- **Records provided**:
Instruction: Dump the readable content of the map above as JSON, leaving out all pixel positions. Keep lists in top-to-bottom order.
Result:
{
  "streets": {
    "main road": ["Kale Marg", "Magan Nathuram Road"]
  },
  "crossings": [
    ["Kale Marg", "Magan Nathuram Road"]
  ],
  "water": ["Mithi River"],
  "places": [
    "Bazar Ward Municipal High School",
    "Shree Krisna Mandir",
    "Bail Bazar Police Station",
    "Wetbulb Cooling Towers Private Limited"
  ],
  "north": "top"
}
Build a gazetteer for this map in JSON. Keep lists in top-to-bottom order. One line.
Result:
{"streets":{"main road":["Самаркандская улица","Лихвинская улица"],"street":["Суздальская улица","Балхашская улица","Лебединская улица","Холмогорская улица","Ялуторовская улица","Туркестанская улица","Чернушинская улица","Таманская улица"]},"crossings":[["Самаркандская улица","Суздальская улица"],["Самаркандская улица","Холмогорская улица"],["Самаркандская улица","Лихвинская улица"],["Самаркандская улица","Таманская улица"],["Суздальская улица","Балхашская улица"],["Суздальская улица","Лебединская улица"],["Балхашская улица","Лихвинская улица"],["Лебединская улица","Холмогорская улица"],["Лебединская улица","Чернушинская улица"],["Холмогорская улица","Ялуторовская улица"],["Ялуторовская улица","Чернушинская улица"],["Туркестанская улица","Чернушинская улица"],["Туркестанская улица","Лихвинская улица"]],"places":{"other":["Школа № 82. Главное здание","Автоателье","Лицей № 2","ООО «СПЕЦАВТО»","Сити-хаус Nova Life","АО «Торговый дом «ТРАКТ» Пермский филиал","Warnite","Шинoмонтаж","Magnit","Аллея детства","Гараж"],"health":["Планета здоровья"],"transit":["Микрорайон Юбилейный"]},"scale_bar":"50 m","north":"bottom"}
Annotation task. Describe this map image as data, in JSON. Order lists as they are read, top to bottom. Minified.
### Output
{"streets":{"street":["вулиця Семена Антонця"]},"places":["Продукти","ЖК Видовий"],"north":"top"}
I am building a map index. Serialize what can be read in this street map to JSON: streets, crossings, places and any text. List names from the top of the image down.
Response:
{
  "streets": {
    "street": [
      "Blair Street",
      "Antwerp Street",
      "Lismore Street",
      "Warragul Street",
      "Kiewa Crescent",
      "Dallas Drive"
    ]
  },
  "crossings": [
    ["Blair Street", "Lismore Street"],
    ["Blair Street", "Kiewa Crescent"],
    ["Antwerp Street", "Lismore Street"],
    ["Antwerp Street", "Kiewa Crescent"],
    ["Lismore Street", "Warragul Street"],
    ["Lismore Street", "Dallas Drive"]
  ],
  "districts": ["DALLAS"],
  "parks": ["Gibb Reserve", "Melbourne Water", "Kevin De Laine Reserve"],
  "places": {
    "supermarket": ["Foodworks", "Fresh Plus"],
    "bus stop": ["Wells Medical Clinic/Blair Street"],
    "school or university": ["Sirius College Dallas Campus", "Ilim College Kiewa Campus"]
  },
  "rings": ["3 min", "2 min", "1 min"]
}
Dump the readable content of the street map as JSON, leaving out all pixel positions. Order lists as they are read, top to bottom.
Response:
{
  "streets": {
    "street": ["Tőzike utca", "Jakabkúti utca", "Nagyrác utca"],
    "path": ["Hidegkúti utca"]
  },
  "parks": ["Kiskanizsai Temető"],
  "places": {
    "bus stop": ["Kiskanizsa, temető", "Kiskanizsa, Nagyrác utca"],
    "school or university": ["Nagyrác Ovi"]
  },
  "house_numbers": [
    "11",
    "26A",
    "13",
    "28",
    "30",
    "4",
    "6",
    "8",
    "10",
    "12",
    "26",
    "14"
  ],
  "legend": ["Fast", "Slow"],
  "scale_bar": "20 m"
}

- **What to work on**:
After locating the line that contains "Dump the readable content of the street", output it and the remaining lines of the material above, exactly as they read.

- **Solution for this task**:
Dump the readable content of the street map as JSON, leaving out all pixel positions. Order lists as they are read, top to bottom.
Response:
{
  "streets": {
    "street": ["Tőzike utca", "Jakabkúti utca", "Nagyrác utca"],
    "path": ["Hidegkúti utca"]
  },
  "parks": ["Kiskanizsai Temető"],
  "places": {
    "bus stop": ["Kiskanizsa, temető", "Kiskanizsa, Nagyrác utca"],
    "school or university": ["Nagyrác Ovi"]
  },
  "house_numbers": [
    "11",
    "26A",
    "13",
    "28",
    "30",
    "4",
    "6",
    "8",
    "10",
    "12",
    "26",
    "14"
  ],
  "legend": ["Fast", "Slow"],
  "scale_bar": "20 m"
}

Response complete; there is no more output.